IT WAS, remarked a guest at the mammoth party thrown by JP and Noreen McManus in the grounds of Adare Manor last Saturday night, a little bit like a scene from F Scott Fitzgerald’s classic novel The Great Gatsby. Every celebrity in the country – and plenty from further afield – seemed to be there.
The well known faces were everywhere, as around 2,000 guests came together in what was believed to have been the biggest marquee ever erected in Europe. They were all there to celebrate the glorious career of the 20-time champion National Hunt jockey AP McCoy – as well as to have a great time.
The finer details, including the layout for the giant two-story marquee, were masterminded by London company Fait Accompli, which bills itself as “one of the world’s leading international event organisers” and promises “legendary parties”. It certainly delivered on that claim.
Seemingly endless bottles of Dom Pérignon 2005 were poured by the hundreds of staff on duty. At around €150 a bottle, it was one of three fine vintages offered to guests to wash down the main course of fillet of beef.
Speaking to the Limerick Leader in 2012 about the similarly spectacular party he and Noreen threw on the grounds of their Martinstown home that summer, JP said: “There was maybe criticism in some quarters for having a party, but it does something for the economy when you have a party. We had people from different parts of the world and because they’re coming they plan on having a week in Ireland, or 10 days. It adds to the economy. I think you need it. It helps – you need more events.”
There was certainly no criticism of the latest enormous bash from the Limerick hotels who were fully booked because of it. In addition, the record for the number of staff on duty at a single party in this country was surely shattered. Shuttle buses from seven hotels transported guests to and from the marquee, with the first arrivals entering the spectacular venue around 6pm and those with staying power still going strong when breakfast was served at 4am.
Sean Lally, manager of The Strand, one of the hotels which had full occupancy, said: “The crème de la crème from the racing, political and sporting world were here.
“I think nearly every hotel in the region was full. It was a wonderful boost to the hotels in the local economy. Literally every bed in Limerick was full last weekend and some people stayed for two nights.
“It was fantastic to have that profile coming into the region and showing them what we have on offer.

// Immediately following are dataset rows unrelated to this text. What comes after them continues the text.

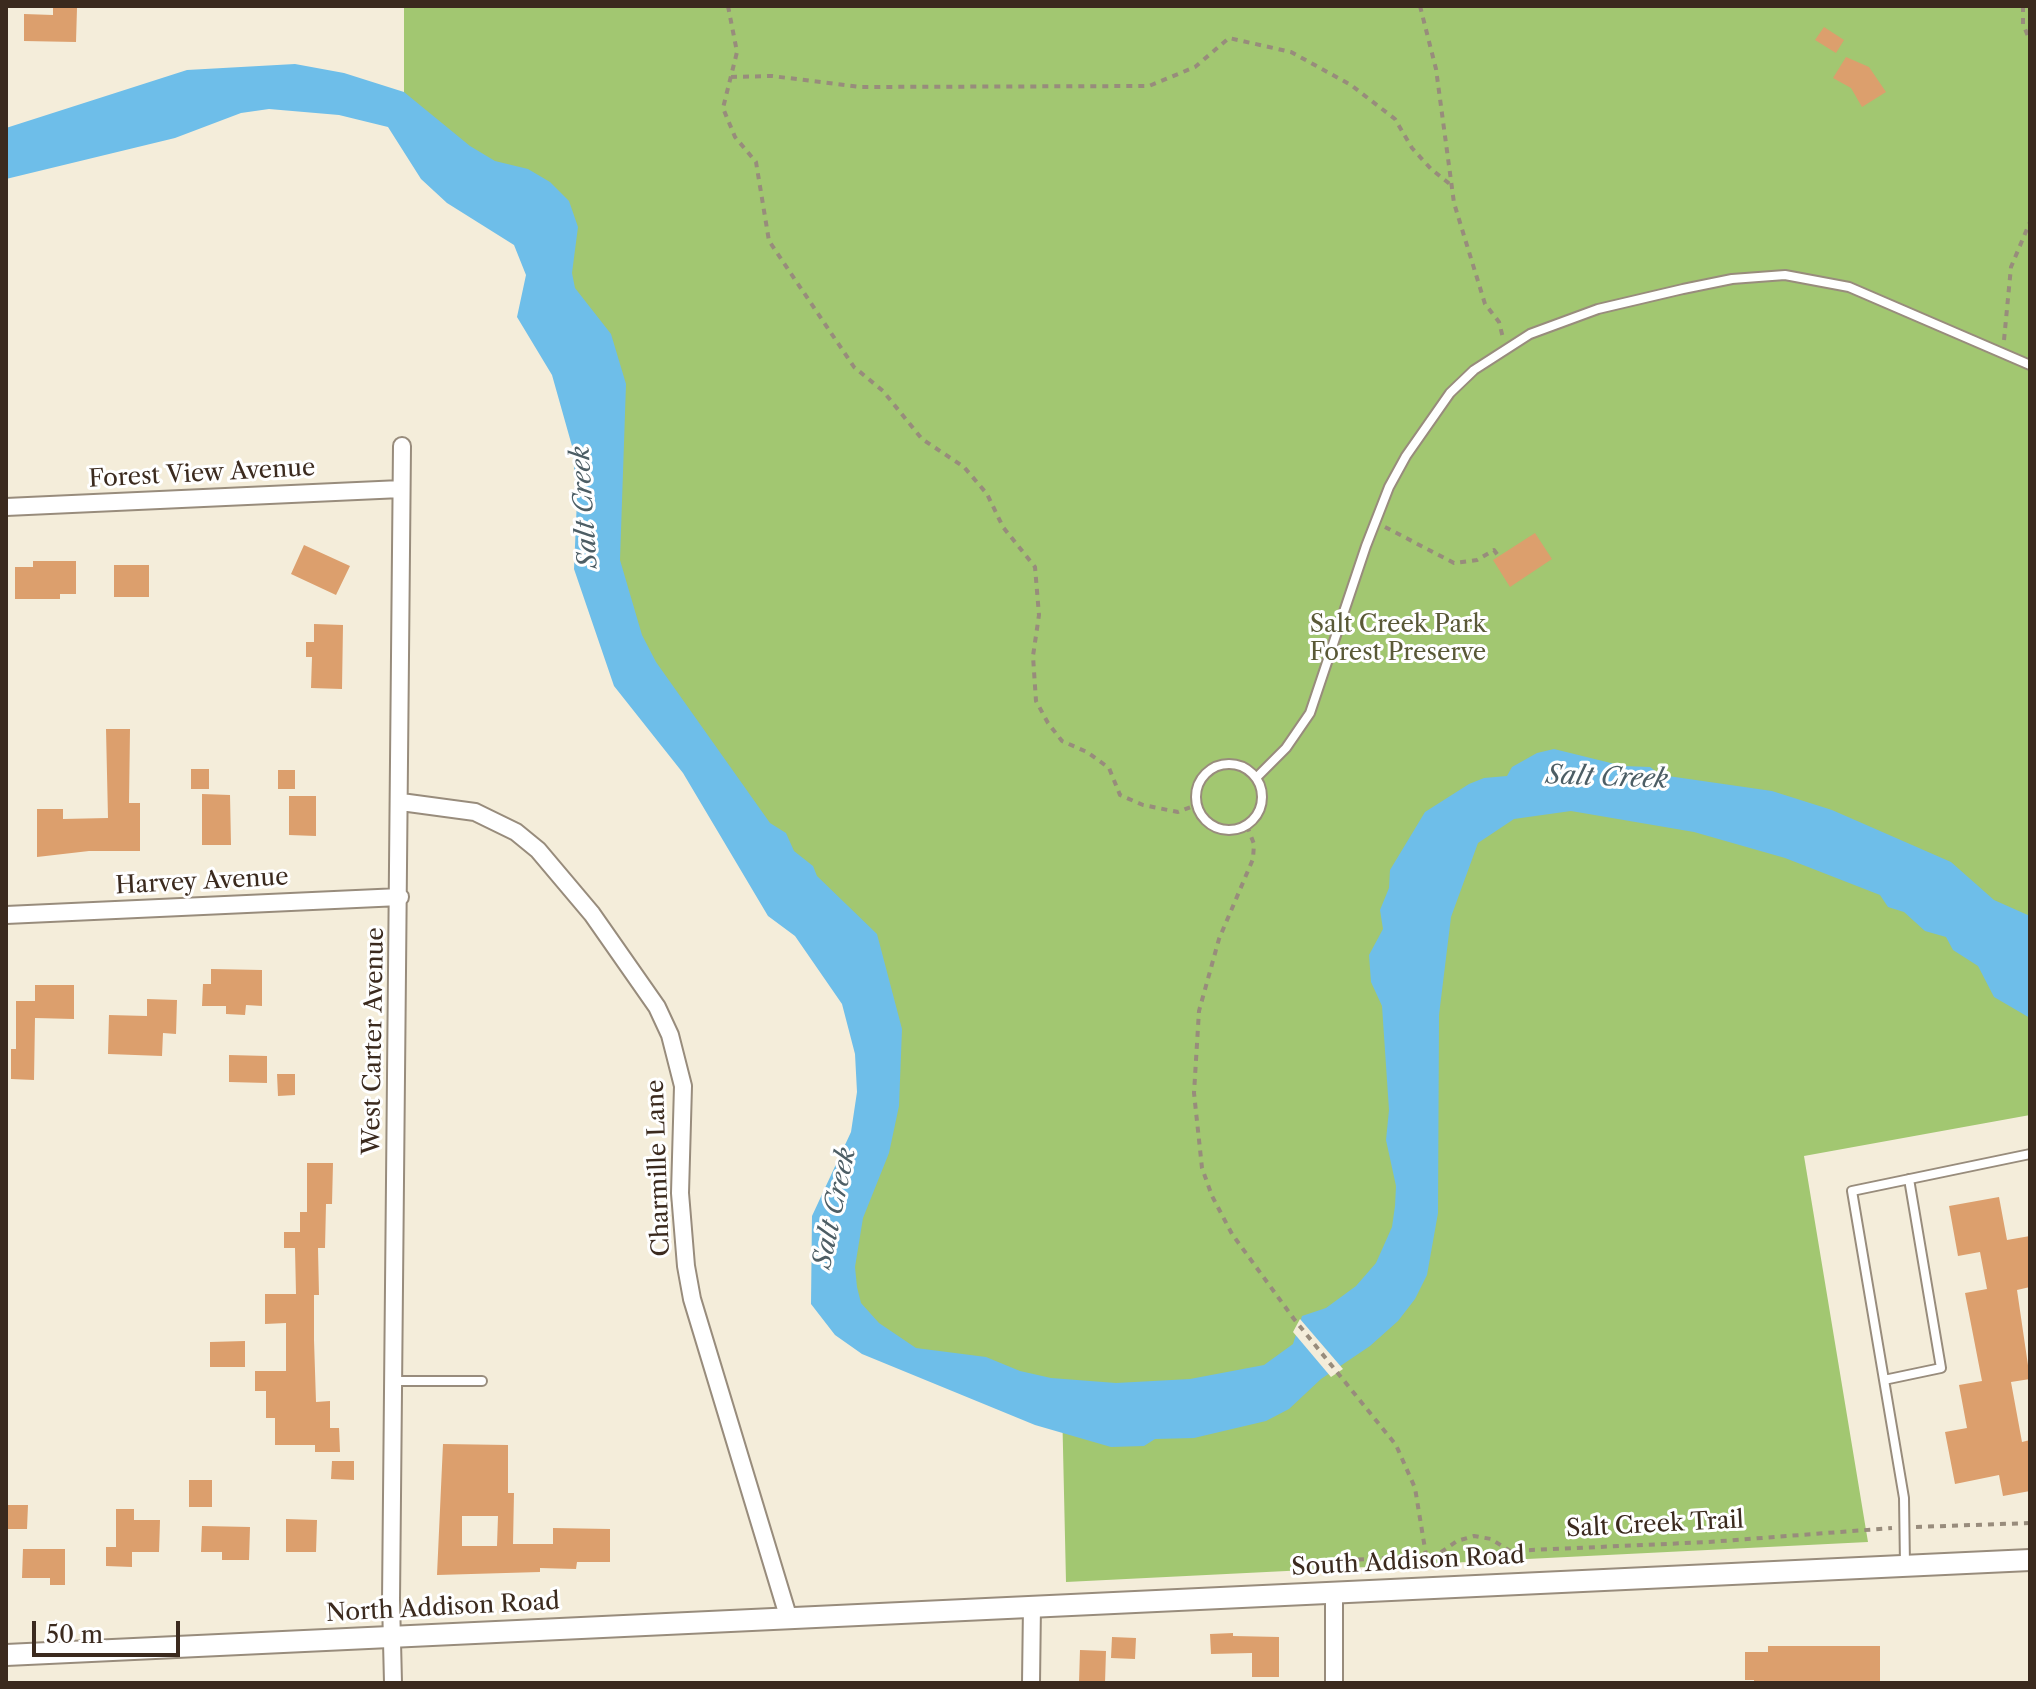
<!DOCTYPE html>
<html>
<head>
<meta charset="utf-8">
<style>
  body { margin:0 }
  #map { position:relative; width:2036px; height:1689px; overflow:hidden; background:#f4edda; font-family:"Libre Caslon Text",serif }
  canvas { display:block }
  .frame { position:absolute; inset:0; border:8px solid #3b2a1e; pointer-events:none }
  .scale { position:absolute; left:32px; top:1621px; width:148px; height:36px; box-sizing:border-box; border:4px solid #3b2a1e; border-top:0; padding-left:10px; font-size:24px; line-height:28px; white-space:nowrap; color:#3b2a1e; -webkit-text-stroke:6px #fff; paint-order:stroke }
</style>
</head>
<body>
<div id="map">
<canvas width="2036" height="1689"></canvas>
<div class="frame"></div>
<div class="scale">50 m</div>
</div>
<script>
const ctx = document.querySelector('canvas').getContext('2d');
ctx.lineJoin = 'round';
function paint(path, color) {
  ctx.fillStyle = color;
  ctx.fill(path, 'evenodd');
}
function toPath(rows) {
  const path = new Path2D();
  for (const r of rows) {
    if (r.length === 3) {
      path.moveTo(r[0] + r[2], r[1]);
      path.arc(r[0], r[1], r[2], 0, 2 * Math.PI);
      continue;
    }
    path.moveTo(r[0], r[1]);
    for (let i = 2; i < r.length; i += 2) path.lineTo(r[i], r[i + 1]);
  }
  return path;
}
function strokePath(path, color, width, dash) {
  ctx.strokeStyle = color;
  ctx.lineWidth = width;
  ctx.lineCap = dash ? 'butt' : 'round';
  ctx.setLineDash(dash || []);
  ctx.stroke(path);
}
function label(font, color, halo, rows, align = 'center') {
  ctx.font = font + ' "Libre Caslon Text",serif';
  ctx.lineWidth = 6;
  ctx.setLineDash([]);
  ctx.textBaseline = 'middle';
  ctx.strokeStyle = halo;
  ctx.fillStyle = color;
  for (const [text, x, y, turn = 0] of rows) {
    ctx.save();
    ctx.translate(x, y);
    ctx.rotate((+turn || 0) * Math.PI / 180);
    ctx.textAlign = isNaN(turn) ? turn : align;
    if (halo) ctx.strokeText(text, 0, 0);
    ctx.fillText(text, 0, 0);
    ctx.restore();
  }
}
const green = toPath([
  [404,6,2030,6,2030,1115,1804,1156,1868,1542,1066,1582,1062,1404,880,1348,836,1273,881,1048,618,617,557,276,404,119]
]);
const water = toPath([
  [295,64,344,73,404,92,470,146,495,161,528,169,550,182,569,201,578,227,572,273,575,288,611,334,626,384,620,560,642,635,656,662,770,823,786,833,794,851,813,866,817,876,877,934,902,1029,899,1106,889,1153,863,1218,855,1267,857,1287,861,1303,879,1323,916,1348,986,1357,1020,1371,1051,1378,1116,1383,1190,1379,1264,1365,1293,1344,1302,1316,1326,1308,1356,1286,1376,1263,1392,1227,1395,1206,1396,1186,1386,1140,1389,1110,1382,1006,1371,982,1369,955,1383,929,1380,910,1389,888,1390,870,1425,812,1469,784,1484,778,1507,776,1512,767,1537,753,1554,749,1623,766,1650,767,1661,775,1772,791,1832,810,1951,862,1994,900,2030,916,2030,1018,1994,997,1978,966,1953,950,1946,937,1925,931,1904,912,1888,907,1880,895,1785,858,1694,832,1571,811,1514,819,1478,843,1451,917,1439,1015,1438,1213,1427,1275,1415,1299,1398,1321,1370,1346,1321,1379,1289,1409,1266,1421,1194,1438,1155,1439,1144,1446,1111,1447,1035,1425,862,1354,835,1335,811,1304,812,1216,851,1132,857,1092,855,1054,842,1004,795,936,768,916,683,773,614,686,574,569,577,499,572,446,552,375,517,317,526,275,514,245,447,203,421,179,388,127,339,115,269,109,241,113,175,138,6,179,6,128,187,70]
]);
const pier = toPath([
  [1300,1319,1343,1369,1331,1377,1293,1332]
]);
const building = toPath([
  [53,7,77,8,76,42,24,41,24,14,53,15],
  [1824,27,1844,40,1836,53,1815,40],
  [1846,57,1869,67,1886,92,1862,107,1851,88,1833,78],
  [1535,533,1552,559,1510,587,1493,560],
  [304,545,350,566,336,595,291,574],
  [33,561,76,561,76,594,60,594,60,599,15,599,15,567,33,567],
  [114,565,149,565,149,597,114,597],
  [314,624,343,625,342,689,311,688,312,657,306,657,306,642,314,642],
  [106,729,130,729,129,803,140,803,140,851,89,851,37,857,37,809,63,809,63,819,108,818],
  [191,769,209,769,209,789,191,789],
  [278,770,295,770,295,789,278,789],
  [202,794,230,795,231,845,202,845],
  [289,796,316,796,316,836,289,835],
  [211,969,262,970,262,1006,246,1005,245,1015,226,1014,226,1006,202,1006,203,984,211,984],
  [35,985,74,985,74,1019,35,1018,34,1080,11,1079,11,1049,16,1049,16,1001,35,1001],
  [147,999,177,1000,176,1034,163,1033,162,1056,108,1054,109,1015,147,1016],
  [229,1055,267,1056,267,1083,229,1082],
  [277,1074,295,1074,295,1095,278,1096],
  [307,1163,333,1163,332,1204,326,1204,325,1248,318,1248,319,1295,314,1295,314,1340,316,1402,330,1401,330,1428,339,1428,340,1452,315,1452,315,1445,275,1445,275,1418,266,1418,266,1391,255,1391,255,1371,286,1371,286,1323,265,1324,265,1294,296,1294,295,1248,284,1248,284,1232,300,1232,300,1212,307,1212],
  [1999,1197,2007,1240,2030,1236,2030,1287,2017,1290,2030,1379,2011,1382,2022,1442,2030,1440,2030,1491,2003,1496,1999,1475,1955,1484,1945,1432,1967,1428,1959,1385,1982,1381,1965,1293,1987,1289,1980,1252,1958,1256,1949,1206],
  [245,1341,245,1367,210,1367,210,1342],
  [443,1444,508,1445,508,1493,514,1493,513,1544,553,1544,553,1528,610,1529,610,1562,577,1562,576,1569,540,1568,540,1572,437,1575],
  [462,1516,498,1516,497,1546,462,1546],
  [332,1461,354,1461,354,1480,331,1479],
  [189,1480,212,1480,212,1507,189,1507],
  [6,1505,28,1505,27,1529,6,1529],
  [116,1509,134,1509,134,1520,160,1520,159,1552,132,1552,132,1567,106,1566,106,1547,116,1547],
  [286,1519,317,1520,316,1552,286,1552],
  [202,1526,250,1527,249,1560,222,1560,222,1552,201,1552],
  [23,1549,65,1549,65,1585,50,1585,50,1578,22,1578],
  [1233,1633,1233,1636,1279,1637,1279,1677,1252,1677,1252,1653,1211,1654,1210,1634],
  [1112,1637,1136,1638,1135,1659,1111,1658],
  [1768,1646,1880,1646,1880,1683,1754,1683,1754,1680,1745,1680,1745,1652,1768,1652],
  [1080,1650,1106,1651,1105,1683,1079,1683]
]);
const path = toPath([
  [728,6,737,52,723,108,735,137,756,162,769,241,854,367,883,391,922,439,964,467,987,494,1003,527,1035,567,1039,615,1033,656,1036,701,1048,723,1062,741,1087,752,1109,768,1120,795,1143,805,1178,812,1196,805],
  [1420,6,1436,69,1454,203,1485,304,1499,322,1503,338],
  [2023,6,2023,24,2030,41],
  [731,77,772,76,860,87,1149,86,1195,67,1229,38,1291,52,1351,85,1395,119,1412,148,1431,169,1451,185],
  [2004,340,2011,267,2030,222],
  [1385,527,1454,563,1477,560,1494,550,1499,557],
  [1247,826,1254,844,1253,859,1219,939,1199,1011,1194,1093,1202,1168,1212,1196,1232,1234,1294,1319,1396,1445,1415,1488,1426,1555],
  [1916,1527,2030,1523],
  [1334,1561,1437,1555,1457,1541,1474,1536,1491,1539,1510,1551,1709,1542,1892,1528]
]);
const service = toPath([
  [1229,797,33],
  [1257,777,1286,748,1310,713,1366,546,1389,487,1406,456,1450,393,1474,370,1530,334,1598,309,1683,289,1732,279,1785,275,1849,287,2030,365],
  [1884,1380,1941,1368,1909,1179],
  [394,1381,482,1381],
  [1905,1565,1904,1498,1852,1191,2030,1154]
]);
const minor = toPath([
  [6,507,401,489],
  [401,802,475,812,516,832,538,850,592,914,657,1007,670,1035,683,1086,680,1193,686,1266,692,1299,788,1616],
  [6,915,400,897],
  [393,1683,391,1600,402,446],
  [1031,1683,1032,1605],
  [1334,1683,1334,1591]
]);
const tertiary = toPath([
  [6,1655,2030,1560]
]);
const streetNames = [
  ["Forest View Avenue",202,474,-3],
  ["Harvey Avenue",202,882,-3],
  ["West Carter Avenue",374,1041,-89],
  ["Charmille Lane",659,1168,-92],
  ["Salt Creek Trail",1655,1525,-3],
  ["South Addison Road",1408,1562,-3],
  ["North Addison Road",443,1608,-3]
];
const parkNames = [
  ["Salt Creek Park",1398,625],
  ["Forest Preserve",1398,653]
];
const waterNames = [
  ["Salt Creek",585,507,-94],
  ["Salt Creek",1607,778,2],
  ["Salt Creek",835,1208,-78]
];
paint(green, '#a2c771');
paint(water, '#6ebee9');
paint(pier, '#f4edda');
paint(building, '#dc9f6d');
strokePath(service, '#988c7c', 12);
strokePath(minor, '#988c7c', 20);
strokePath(tertiary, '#988c7c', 24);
strokePath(path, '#988c7c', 4, [6, 6]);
strokePath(service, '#fff', 8);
strokePath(minor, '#fff', 16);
strokePath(tertiary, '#fff', 20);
label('24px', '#3b2a1e', '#fff', streetNames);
label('24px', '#5a5937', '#fff', parkNames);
label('italic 26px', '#4d5e65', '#fff', waterNames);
</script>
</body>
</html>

I think it’s great news that JP McManus bought the Adare Manor and I am looking forward to seeing what he does with it in the future.”
Ivan Tuohy, manager of the Clarion, which was another booked-out city hotel, said that the huge number of overseas visitors at the event was “very positive” for Limerick’s tourism.
He said that the star-studded party was “well-organised from start to finish.
“What I found was very good was that he [JP] brought a lot of people who weren’t from Limerick — and who didn’t know much about Limerick — to the area,” he said, adding that a lot of guests visited the region’s attractions during their stay.
Each of the 10 seating areas in the two-storey marquee was named in honour of a famous McCoy winner. Perhaps fittingly, the areas closest to the stage were named after horses on which arguably the greatest jump jockey of them all wore the green and gold colours of JP McManus – Grand National winner Don’t Push It and Gold Cup champion Synchronised.
Ten great McCoy race rides were shown to guests on big screens erected around the marquee, after being introduced by popular British sports broadcaster Clare Balding.
The evening’s MC insisted she was completely in the dark about the “mystery guest” she introduced on stage after the well-received warm-up act, former Westlife star Shane Filan. When the surprise star attraction dramatically appeared on stage, there were gasps from all around the marquee as Robbie Williams, one of the best-selling artists of all time, blasted out his hit song Let Me Entertain You.
He kept that promise in spades and the word was that people from as far away as Croom could hear him sing hit after hit. The charismatic former Take That member, a solo star for many years, nearly lifted the roof off the marquee when he concluded his set with Angels, but he wasn’t quite done.
As he began to croon his encore, Frank Sinatra’s My Way, guests were delighted to see man of the moment AP McCoy clamber on stage and join him in an emotional duet. For many, it was the highlight of a remarkable night – and not surprisingly the iron man who retired aged 40 this April after 17,630 races and a record 4,348 winners was truly moved.
With the invitation list a strictly guarded secret, the scale of the event was so big that not all of the big names in attendance were spotted, but they mostly came from worlds of sport, politics, business and entertainment.
Among the luminaries were Taoiseach Enda Kenny, Princess Anne and her daughter, Zara Phillips; Cabinet ministers Michael Noonan, Leo Varadkar and Simon Coveney, plus a host of local TDs and councillors. Former Taoiseach Bertie Ahern was there with his daughter, the best-selling writer Cecilia Ahern. Amongst the local celebrities were fashion guru Celia Holman Lee and comedian/actor Pat Shortt, along with his former sidekick in D’Unbelievables, Jon Kenny.
Top dogs from the business world included the mega-wealthy Denis O’Brien and Dermot Desmond. From sport, soccer legends Liam Brady and Alan Hansen and GAA icons Nicky English and Eddie Keher, plus many past and present Limerick hurling stars, joined a legion of McCoy’s former racing colleagues.
Naturally, there was a huge turnout from the jump jockeys who once rode against the champion, including young Limerick rider Robbie McNamara, who was warmly greeted by many well-wishers after his recent serious fall.
The world of Flat racing was also hugely represented, with the world’s best jockey Ryan Moore in attendance alongside top trainers such as Aidan O’Brien and John Gosden.
Irish rugby icon Brian O’Driscoll was there with his wife, the actress and novelist Amy Huberman, but the former Leinster star was outnumbered by the Munster legends in attendance, who included current Ireland captain Paul O’Connell, and the now retired Jerry Flannery, Peter Stringer and David Wallace.
Some stayed the pace longer than others, but all agreed it was quite an extraordinary party.